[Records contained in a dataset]
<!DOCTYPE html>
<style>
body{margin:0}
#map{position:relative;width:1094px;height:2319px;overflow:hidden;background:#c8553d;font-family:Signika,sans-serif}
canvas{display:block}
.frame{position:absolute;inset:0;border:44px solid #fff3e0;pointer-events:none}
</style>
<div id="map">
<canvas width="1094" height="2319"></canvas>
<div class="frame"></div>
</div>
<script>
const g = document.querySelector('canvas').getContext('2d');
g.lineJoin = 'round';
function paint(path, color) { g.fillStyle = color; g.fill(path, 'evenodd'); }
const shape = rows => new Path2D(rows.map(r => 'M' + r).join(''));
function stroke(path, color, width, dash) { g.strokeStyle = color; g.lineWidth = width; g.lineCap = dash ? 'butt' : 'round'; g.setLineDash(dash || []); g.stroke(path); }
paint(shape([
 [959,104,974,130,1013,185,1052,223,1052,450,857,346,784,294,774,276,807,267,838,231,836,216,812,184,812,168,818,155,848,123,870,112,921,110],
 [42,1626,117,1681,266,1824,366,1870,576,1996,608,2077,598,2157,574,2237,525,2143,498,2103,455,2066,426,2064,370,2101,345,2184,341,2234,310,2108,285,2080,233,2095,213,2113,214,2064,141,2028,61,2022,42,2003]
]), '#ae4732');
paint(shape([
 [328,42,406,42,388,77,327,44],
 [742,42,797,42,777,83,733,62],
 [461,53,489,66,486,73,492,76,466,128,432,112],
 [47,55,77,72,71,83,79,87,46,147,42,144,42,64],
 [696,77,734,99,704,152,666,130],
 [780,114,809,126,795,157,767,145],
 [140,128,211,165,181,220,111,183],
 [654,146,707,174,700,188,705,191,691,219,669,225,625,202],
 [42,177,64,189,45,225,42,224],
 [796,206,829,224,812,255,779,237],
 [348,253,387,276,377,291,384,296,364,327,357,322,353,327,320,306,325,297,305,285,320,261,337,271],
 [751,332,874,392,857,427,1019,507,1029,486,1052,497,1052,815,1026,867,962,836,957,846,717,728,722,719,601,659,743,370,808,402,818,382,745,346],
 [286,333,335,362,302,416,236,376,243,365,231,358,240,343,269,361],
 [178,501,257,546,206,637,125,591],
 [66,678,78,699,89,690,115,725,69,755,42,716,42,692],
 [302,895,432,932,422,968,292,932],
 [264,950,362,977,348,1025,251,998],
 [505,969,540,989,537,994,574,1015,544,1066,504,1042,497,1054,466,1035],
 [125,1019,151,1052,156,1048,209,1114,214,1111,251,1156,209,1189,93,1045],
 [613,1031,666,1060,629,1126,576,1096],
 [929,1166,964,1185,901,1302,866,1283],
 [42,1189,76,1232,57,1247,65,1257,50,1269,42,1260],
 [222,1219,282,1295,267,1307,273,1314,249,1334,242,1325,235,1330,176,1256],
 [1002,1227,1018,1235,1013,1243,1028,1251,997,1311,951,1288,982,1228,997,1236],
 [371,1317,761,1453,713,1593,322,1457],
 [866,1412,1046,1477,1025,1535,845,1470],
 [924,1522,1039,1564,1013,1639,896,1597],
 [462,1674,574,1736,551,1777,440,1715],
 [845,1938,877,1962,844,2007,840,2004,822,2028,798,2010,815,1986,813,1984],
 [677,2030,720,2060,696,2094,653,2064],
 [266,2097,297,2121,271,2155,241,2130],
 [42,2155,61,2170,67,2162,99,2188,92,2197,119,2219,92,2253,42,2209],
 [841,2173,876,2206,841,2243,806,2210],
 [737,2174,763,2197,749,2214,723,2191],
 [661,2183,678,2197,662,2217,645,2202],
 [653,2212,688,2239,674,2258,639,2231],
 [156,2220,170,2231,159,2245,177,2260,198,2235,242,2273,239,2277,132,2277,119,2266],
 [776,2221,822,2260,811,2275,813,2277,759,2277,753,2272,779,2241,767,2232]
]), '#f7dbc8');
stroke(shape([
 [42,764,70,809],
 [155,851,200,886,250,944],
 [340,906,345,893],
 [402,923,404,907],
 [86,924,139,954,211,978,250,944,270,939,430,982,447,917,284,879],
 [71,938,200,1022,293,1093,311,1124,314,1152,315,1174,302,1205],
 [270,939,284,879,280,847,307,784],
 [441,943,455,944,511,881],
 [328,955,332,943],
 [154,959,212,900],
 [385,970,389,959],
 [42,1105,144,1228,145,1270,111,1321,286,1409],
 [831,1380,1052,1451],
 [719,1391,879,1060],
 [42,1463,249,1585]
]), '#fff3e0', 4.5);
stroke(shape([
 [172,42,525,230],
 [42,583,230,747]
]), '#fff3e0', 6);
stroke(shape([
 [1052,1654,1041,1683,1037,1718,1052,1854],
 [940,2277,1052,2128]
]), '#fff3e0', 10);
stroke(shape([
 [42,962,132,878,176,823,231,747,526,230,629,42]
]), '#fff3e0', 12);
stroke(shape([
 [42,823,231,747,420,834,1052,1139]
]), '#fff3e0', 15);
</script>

## What you will do
Take the lines above from the first through the one containing "function paint(path, color)" and reproduce them exactly; include nothing else.

## Response
<!DOCTYPE html>
<style>
body{margin:0}
#map{position:relative;width:1094px;height:2319px;overflow:hidden;background:#c8553d;font-family:Signika,sans-serif}
canvas{display:block}
.frame{position:absolute;inset:0;border:44px solid #fff3e0;pointer-events:none}
</style>
<div id="map">
<canvas width="1094" height="2319"></canvas>
<div class="frame"></div>
</div>
<script>
const g = document.querySelector('canvas').getContext('2d');
g.lineJoin = 'round';
function paint(path, color) { g.fillStyle = color; g.fill(path, 'evenodd'); }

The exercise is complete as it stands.